> [Exercise requirements]
Go line by line through the entries below and count those containing the string "above"; give only the count.

> [Dataset records]
···

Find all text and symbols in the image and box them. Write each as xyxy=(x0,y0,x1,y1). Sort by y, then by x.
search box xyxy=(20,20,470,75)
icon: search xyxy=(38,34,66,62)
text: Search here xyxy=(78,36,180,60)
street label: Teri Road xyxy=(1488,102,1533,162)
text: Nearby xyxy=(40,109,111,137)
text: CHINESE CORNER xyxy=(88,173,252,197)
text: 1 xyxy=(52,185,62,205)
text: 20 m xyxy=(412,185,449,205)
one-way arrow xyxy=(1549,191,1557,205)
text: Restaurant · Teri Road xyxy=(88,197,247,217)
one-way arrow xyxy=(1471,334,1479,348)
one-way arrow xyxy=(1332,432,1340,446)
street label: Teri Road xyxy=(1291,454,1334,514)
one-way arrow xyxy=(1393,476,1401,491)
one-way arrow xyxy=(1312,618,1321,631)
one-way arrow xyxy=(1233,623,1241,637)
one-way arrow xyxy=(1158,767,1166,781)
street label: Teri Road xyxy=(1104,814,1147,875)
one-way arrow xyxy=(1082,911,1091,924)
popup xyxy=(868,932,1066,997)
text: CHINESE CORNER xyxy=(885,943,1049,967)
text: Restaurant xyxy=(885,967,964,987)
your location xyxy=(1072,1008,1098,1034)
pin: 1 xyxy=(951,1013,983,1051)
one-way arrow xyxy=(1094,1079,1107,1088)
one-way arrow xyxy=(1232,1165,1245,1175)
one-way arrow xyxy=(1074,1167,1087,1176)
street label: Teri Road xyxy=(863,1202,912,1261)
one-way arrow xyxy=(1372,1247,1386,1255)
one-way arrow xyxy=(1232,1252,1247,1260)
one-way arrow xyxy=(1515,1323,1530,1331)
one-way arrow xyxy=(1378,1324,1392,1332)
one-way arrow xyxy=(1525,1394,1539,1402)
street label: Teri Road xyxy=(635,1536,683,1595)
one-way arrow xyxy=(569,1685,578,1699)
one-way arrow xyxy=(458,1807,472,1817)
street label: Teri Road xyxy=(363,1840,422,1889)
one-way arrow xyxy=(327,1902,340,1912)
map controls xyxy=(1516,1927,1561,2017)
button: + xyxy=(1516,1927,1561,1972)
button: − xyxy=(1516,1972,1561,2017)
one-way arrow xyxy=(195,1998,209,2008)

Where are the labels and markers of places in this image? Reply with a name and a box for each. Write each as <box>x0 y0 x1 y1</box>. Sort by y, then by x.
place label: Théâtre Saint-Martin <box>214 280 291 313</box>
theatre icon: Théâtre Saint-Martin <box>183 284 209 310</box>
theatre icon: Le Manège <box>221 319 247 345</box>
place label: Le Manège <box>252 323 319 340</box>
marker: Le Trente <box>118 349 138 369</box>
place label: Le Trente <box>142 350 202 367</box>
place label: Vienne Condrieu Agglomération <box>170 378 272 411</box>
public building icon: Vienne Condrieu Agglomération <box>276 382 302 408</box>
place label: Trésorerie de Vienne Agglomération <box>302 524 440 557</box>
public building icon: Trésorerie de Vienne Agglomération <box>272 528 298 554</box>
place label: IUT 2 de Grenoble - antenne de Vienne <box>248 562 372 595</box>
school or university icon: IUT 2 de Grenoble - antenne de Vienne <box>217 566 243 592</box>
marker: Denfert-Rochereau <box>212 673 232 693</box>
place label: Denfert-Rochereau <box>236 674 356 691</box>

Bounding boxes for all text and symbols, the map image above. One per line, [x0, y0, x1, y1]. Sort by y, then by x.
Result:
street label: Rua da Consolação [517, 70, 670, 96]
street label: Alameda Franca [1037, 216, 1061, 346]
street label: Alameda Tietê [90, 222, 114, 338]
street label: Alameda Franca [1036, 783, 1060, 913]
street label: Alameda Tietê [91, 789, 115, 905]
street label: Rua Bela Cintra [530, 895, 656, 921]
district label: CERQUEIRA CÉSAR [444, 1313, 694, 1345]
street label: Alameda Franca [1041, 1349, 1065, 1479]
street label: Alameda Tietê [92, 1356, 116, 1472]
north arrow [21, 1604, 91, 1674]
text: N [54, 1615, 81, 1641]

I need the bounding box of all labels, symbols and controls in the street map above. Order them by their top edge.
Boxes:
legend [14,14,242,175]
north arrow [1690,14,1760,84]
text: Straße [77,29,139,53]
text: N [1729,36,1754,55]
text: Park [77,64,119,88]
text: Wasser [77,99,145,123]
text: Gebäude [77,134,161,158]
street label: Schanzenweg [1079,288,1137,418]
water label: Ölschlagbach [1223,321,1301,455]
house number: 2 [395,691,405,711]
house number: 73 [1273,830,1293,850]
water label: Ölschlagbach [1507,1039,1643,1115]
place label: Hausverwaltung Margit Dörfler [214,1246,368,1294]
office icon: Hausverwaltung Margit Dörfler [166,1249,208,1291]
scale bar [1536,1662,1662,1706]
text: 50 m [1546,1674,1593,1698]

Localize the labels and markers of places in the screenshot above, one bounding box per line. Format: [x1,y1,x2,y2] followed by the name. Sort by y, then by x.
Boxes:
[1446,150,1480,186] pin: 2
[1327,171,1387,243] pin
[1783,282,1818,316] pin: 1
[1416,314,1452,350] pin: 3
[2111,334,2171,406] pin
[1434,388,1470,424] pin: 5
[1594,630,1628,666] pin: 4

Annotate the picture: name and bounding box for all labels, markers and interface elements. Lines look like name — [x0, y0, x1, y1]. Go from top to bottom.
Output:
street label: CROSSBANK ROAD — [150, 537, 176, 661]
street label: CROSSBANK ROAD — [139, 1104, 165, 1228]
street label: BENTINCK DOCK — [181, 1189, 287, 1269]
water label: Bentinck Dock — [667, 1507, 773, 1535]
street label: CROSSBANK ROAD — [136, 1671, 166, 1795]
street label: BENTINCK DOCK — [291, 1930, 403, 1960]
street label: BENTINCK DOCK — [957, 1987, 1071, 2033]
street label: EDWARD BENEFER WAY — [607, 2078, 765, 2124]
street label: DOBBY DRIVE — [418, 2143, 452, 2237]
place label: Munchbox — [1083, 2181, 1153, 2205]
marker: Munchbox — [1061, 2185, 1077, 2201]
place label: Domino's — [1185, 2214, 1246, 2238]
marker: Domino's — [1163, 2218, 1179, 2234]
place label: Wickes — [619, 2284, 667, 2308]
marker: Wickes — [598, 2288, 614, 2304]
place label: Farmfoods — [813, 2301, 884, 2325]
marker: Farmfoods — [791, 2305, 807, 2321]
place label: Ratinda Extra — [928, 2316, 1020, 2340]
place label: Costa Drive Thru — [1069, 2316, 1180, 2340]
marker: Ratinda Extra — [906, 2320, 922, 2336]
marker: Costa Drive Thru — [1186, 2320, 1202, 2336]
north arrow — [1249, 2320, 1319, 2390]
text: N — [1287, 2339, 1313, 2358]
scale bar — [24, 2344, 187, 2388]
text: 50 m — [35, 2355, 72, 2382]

···

> [Exercise response]
3